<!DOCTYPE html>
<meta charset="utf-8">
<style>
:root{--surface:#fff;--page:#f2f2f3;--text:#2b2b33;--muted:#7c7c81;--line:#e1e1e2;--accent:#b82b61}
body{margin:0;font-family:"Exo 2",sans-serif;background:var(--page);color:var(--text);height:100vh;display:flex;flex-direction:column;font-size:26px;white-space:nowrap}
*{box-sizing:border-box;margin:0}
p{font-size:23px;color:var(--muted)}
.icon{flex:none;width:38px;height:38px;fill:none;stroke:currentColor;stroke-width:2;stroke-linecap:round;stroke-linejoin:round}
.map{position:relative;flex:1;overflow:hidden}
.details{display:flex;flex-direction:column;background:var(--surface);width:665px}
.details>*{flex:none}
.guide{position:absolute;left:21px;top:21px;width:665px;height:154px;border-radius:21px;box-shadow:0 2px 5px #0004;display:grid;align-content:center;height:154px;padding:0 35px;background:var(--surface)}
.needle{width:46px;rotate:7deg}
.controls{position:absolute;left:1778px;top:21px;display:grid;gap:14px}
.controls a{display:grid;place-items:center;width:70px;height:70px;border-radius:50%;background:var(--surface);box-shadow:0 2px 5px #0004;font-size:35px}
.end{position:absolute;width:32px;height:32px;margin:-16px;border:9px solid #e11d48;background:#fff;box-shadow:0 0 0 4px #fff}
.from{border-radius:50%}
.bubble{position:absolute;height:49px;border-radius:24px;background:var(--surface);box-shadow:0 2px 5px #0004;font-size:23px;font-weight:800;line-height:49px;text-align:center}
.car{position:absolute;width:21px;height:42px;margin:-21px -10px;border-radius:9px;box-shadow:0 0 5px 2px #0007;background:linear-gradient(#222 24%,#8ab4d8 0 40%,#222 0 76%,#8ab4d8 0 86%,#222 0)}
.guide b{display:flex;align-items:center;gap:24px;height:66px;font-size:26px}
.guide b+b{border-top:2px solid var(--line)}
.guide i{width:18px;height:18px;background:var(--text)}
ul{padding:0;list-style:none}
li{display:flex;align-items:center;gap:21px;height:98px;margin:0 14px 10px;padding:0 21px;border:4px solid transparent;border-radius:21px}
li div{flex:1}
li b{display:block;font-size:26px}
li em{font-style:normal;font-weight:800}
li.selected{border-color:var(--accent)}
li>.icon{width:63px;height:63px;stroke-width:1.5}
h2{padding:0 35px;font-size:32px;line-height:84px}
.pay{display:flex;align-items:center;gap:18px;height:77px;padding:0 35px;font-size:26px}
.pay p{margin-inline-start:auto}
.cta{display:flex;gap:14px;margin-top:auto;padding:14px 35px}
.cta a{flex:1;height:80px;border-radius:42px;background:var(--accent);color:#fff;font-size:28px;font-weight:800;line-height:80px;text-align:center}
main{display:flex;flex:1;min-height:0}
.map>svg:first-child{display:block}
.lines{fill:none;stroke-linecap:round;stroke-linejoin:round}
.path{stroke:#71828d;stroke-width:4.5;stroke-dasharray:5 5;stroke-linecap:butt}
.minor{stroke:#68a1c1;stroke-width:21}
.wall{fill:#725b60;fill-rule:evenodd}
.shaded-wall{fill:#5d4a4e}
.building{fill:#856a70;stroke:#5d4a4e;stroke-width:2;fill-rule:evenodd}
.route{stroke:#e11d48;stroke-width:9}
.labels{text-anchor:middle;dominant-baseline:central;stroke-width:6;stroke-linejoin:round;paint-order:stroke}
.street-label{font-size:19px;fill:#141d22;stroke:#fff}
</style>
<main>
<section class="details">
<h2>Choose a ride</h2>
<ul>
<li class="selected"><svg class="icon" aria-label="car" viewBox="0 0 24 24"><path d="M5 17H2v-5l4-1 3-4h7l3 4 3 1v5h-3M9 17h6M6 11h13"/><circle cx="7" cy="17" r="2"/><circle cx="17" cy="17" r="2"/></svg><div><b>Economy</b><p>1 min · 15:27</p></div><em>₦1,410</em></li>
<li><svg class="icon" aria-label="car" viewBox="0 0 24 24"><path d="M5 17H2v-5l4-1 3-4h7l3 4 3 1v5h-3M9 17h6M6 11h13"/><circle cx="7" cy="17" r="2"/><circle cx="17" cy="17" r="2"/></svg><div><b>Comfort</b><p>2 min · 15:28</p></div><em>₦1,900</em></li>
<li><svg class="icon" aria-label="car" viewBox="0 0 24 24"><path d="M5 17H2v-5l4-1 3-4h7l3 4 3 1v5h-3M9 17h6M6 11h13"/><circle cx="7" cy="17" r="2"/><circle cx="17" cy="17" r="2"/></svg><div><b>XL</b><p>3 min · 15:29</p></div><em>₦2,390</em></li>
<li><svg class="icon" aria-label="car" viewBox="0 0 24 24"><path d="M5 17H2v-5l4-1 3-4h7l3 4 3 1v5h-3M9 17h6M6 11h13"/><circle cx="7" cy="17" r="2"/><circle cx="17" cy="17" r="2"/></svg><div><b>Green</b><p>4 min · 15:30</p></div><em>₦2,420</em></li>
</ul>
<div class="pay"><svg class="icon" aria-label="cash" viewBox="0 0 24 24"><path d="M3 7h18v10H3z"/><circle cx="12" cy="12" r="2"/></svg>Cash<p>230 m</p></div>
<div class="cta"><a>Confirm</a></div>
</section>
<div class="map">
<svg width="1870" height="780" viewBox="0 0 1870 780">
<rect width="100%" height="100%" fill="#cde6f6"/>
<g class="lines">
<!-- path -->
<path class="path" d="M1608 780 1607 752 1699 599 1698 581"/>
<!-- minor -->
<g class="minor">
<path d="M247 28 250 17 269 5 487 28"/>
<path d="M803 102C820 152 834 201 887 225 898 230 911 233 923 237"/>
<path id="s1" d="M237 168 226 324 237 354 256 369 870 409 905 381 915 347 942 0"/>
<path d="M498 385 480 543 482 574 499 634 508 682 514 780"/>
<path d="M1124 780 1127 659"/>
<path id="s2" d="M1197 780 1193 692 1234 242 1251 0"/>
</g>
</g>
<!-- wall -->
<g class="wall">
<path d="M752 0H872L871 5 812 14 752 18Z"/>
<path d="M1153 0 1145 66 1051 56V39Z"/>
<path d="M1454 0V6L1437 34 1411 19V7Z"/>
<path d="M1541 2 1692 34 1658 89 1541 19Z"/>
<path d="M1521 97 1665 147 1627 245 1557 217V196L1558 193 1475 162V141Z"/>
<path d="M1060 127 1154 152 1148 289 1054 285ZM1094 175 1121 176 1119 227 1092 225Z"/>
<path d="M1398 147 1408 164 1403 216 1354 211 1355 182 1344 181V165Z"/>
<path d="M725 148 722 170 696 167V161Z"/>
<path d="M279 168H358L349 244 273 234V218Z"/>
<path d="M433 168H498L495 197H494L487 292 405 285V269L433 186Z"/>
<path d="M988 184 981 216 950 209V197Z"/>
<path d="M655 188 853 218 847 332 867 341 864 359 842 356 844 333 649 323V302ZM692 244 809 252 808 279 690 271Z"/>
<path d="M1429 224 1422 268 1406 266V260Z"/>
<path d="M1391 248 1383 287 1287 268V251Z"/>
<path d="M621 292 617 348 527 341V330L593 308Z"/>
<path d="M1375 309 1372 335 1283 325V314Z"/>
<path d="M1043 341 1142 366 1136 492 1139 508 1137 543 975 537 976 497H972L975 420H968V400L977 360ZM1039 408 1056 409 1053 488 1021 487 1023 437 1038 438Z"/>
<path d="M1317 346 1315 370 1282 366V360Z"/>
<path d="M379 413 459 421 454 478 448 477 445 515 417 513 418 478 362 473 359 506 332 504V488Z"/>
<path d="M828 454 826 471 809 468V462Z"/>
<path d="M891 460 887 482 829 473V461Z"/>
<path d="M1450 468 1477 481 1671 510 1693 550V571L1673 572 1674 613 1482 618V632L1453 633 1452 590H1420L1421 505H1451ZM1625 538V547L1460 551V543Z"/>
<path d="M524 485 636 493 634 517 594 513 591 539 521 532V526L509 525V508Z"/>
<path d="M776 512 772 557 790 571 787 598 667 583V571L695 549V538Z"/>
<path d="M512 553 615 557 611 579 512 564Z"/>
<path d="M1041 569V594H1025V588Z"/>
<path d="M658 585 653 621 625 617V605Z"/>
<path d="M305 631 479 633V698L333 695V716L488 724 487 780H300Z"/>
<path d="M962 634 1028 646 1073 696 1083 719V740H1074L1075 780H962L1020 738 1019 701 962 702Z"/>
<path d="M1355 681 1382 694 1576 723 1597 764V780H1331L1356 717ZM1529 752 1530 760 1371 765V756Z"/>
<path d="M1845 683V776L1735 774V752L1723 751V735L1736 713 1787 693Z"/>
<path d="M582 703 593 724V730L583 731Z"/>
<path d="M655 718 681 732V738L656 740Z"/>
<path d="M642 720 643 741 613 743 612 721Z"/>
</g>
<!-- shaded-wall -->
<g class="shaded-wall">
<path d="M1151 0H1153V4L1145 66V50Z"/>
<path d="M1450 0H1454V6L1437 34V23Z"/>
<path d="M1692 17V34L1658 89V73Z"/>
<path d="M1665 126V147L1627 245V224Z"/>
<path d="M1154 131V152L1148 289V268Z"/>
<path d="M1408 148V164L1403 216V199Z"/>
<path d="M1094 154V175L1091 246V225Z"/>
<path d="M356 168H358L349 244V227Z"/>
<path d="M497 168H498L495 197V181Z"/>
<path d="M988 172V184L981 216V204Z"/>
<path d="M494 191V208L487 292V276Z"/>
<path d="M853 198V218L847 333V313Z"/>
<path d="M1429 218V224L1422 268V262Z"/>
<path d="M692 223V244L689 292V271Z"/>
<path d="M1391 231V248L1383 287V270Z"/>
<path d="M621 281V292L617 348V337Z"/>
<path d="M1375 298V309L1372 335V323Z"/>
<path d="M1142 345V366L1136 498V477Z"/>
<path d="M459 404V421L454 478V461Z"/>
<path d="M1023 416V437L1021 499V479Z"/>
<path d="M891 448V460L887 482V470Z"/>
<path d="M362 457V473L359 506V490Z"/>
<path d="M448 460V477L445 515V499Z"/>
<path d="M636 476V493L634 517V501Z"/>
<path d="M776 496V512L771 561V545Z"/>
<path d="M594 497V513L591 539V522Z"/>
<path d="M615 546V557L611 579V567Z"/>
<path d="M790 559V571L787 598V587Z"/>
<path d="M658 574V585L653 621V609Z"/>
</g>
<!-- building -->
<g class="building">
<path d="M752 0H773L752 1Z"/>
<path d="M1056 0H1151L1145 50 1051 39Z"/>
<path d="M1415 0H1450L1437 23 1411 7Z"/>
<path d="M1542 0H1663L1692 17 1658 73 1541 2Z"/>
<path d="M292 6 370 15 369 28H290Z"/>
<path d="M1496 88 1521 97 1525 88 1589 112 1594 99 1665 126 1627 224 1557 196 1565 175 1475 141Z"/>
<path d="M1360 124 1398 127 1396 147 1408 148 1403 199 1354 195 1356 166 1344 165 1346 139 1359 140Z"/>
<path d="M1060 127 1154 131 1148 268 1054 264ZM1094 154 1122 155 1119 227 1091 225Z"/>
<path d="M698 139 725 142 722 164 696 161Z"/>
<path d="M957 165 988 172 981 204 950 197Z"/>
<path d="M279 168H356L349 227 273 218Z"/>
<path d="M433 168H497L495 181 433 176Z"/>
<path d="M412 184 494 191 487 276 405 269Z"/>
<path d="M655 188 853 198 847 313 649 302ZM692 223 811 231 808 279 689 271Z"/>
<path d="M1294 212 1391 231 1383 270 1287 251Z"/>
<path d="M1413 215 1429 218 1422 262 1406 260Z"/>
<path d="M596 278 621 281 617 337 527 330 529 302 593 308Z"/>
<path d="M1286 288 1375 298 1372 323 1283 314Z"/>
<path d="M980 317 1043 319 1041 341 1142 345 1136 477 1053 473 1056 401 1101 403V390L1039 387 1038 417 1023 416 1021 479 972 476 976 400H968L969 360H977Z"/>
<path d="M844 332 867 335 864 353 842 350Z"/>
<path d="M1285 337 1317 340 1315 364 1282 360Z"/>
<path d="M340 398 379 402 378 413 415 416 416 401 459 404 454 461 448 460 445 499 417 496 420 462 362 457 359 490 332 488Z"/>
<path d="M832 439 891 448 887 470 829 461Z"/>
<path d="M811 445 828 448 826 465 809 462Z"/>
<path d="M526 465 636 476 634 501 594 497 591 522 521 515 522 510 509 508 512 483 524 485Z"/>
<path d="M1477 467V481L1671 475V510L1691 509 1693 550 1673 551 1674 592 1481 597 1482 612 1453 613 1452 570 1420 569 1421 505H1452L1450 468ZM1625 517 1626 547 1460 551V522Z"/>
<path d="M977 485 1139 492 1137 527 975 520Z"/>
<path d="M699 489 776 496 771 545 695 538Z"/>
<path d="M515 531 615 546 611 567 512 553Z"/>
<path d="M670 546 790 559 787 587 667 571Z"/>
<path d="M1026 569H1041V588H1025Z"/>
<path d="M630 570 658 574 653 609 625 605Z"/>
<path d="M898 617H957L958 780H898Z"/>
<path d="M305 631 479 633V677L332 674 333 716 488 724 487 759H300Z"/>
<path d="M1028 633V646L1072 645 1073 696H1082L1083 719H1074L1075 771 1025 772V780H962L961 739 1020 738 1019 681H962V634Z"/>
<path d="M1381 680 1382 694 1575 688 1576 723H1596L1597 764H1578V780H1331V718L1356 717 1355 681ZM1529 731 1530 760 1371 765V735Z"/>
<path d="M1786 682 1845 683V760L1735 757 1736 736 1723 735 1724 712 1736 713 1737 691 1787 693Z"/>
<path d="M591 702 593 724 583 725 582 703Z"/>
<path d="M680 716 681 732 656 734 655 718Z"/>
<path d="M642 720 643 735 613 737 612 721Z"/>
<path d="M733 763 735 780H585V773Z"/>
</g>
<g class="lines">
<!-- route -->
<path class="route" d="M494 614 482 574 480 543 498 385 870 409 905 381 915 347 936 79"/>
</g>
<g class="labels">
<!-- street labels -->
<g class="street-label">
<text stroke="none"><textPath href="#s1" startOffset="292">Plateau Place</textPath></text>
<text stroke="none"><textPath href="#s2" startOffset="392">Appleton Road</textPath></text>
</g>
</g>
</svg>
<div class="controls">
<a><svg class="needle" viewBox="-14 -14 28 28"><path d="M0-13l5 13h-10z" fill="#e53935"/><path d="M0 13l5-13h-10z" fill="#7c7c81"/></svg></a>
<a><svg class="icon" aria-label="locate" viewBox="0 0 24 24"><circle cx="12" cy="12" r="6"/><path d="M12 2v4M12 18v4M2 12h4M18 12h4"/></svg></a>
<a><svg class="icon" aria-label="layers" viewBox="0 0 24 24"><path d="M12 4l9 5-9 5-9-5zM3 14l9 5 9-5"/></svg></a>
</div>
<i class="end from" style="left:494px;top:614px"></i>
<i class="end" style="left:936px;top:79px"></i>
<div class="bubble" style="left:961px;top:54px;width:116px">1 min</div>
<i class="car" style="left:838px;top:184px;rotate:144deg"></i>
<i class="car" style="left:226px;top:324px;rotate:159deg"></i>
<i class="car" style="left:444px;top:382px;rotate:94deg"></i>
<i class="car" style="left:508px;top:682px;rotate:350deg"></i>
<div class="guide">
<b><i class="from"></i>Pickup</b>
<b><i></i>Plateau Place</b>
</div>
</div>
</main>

#####

WHAT TO WORK ON — Going through the entries, return every line holding the word "weight".

EXERCISE OUTPUT —
.bubble{position:absolute;height:49px;border-radius:24px;background:var(--surface);box-shadow:0 2px 5px #0004;font-size:23px;font-weight:800;line-height:49px;text-align:center}
li em{font-style:normal;font-weight:800}
.cta a{flex:1;height:80px;border-radius:42px;background:var(--accent);color:#fff;font-size:28px;font-weight:800;line-height:80px;text-align:center}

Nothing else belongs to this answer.